Task goal: Print out every line of the material exactly. Include no pictures.

Data supplied:
────

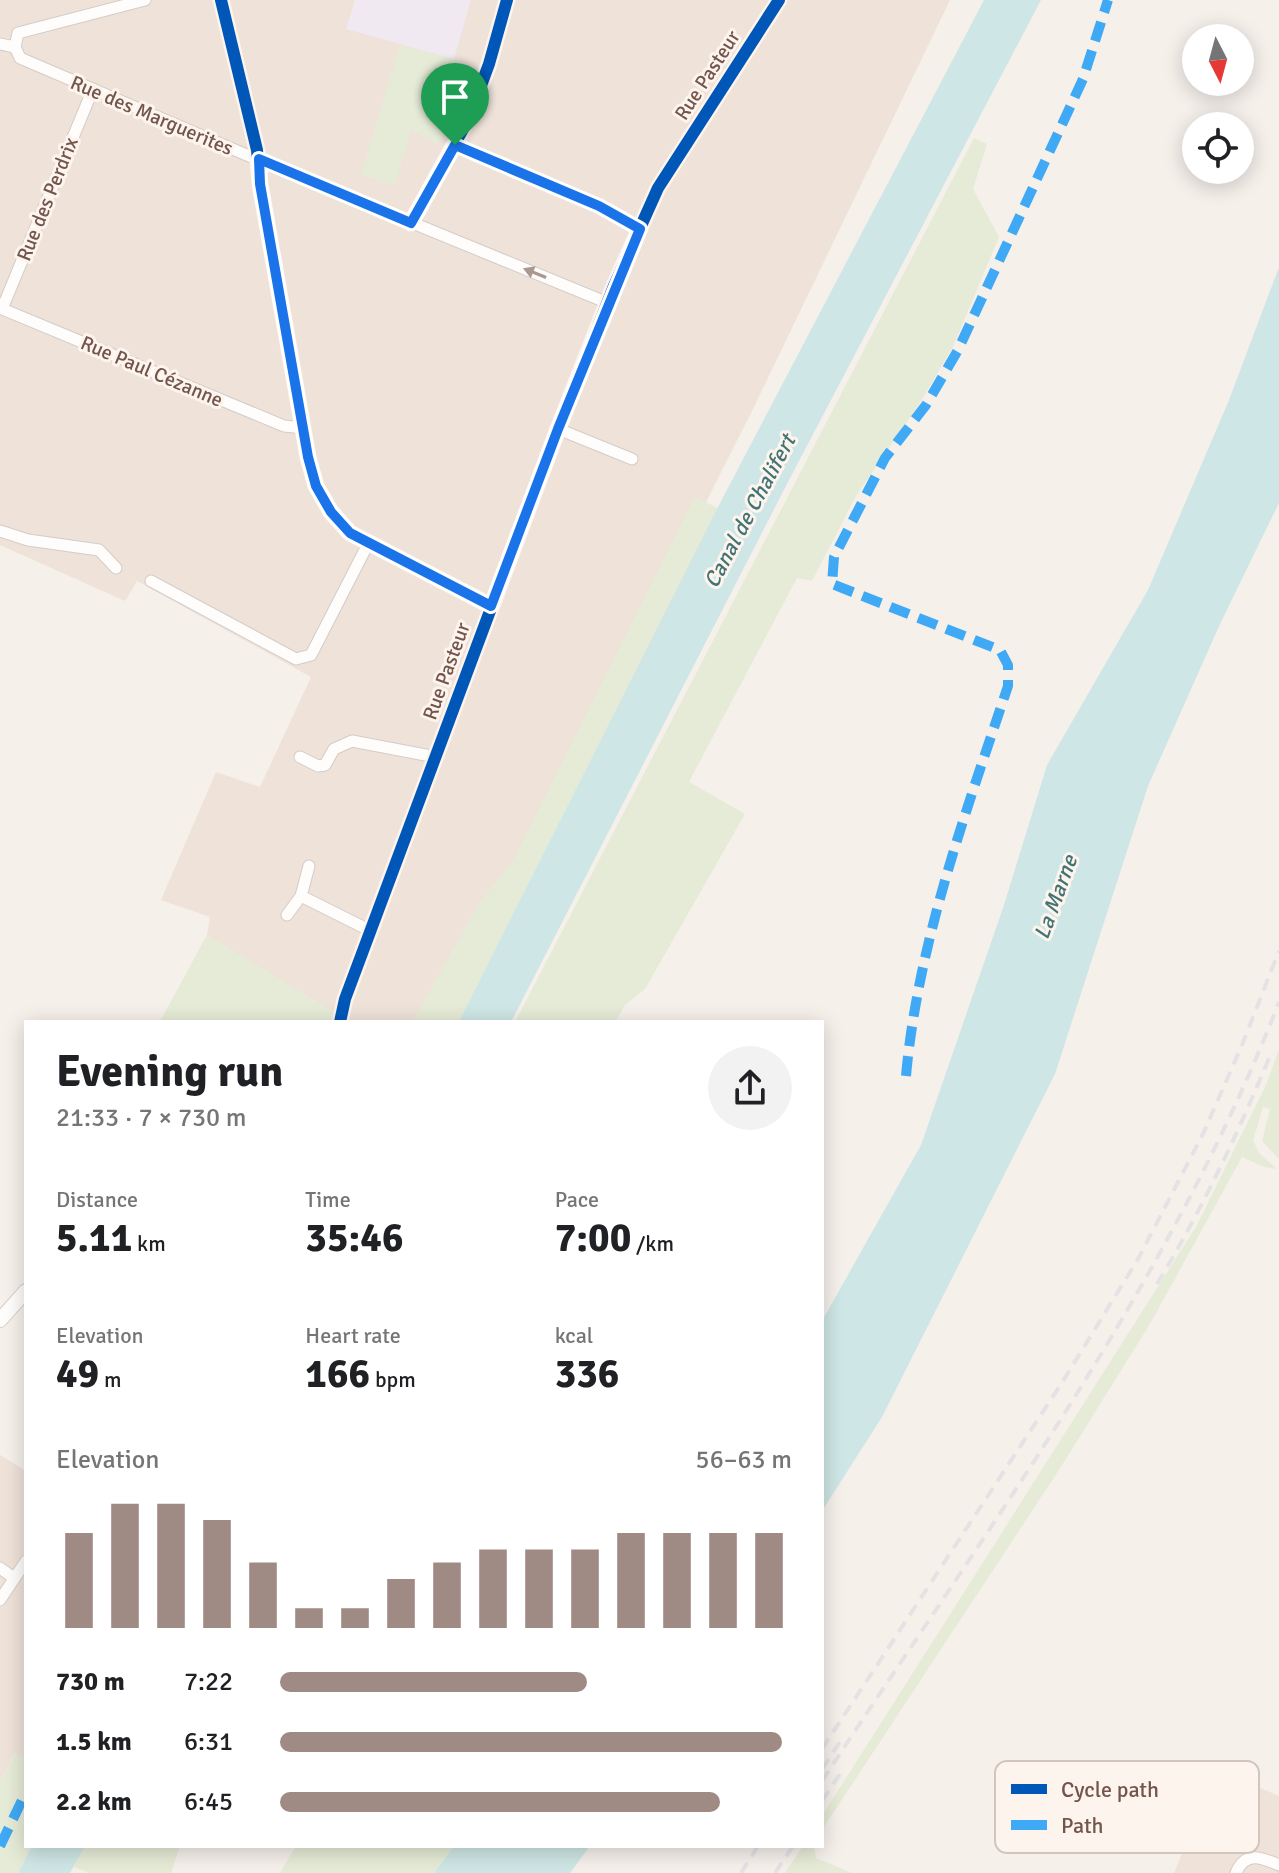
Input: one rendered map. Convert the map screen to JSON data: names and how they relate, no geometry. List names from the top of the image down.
{
  "streets": {
    "street": [
      "Rue Pasteur",
      "Rue des Marguerites",
      "Rue des Perdrix",
      "Rue Paul Cézanne"
    ]
  },
  "crossings": [
    ["Rue Pasteur", "Rue des Marguerites"],
    ["Rue des Marguerites", "Rue des Perdrix"],
    ["Rue des Perdrix", "Rue Paul Cézanne"]
  ],
  "water": ["Canal de Chalifert", "La Marne"],
  "legend": ["Cycle path", "Path"],
  "north": "bottom",
  "page": {
    "heading": ["Evening run", "21:33 · 7 × 730 m"],
    "stats": [
      ["Distance", "5.11 km"],
      ["Time", "35:46"],
      ["Pace", "7:00 /km"],
      ["Elevation", "49 m"],
      ["Heart rate", "166 bpm"],
      ["kcal", "336"]
    ],
    "chart": ["Elevation", "56–63 m"],
    "list": [
      {
        "name": "730 m",
        "note": "7:22"
      },
      {
        "name": "1.5 km",
        "note": "6:31"
      },
      {
        "name": "2.2 km",
        "note": "6:45"
      }
    ]
  }
}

────

Response below:
Input: one rendered map. Convert the map screen to JSON data: names and how they relate, no geometry. List names from the top of the image down.
{
  "streets": {
    "street": [
      "Rue Pasteur",
      "Rue des Marguerites",
      "Rue des Perdrix",
      "Rue Paul Cézanne"
    ]
  },
  "crossings": [
    ["Rue Pasteur", "Rue des Marguerites"],
    ["Rue des Marguerites", "Rue des Perdrix"],
    ["Rue des Perdrix", "Rue Paul Cézanne"]
  ],
  "water": ["Canal de Chalifert", "La Marne"],
  "legend": ["Cycle path", "Path"],
  "north": "bottom",
  "page": {
    "heading": ["Evening run", "21:33 · 7 × 730 m"],
    "stats": [
      ["Distance", "5.11 km"],
      ["Time", "35:46"],
      ["Pace", "7:00 /km"],
      ["Elevation", "49 m"],
      ["Heart rate", "166 bpm"],
      ["kcal", "336"]
    ],
    "chart": ["Elevation", "56–63 m"],
    "list": [
      {
        "name": "730 m",
        "note": "7:22"
      },
      {
        "name": "1.5 km",
        "note": "6:31"
      },
      {
        "name": "2.2 km",
        "note": "6:45"
      }
    ]
  }
}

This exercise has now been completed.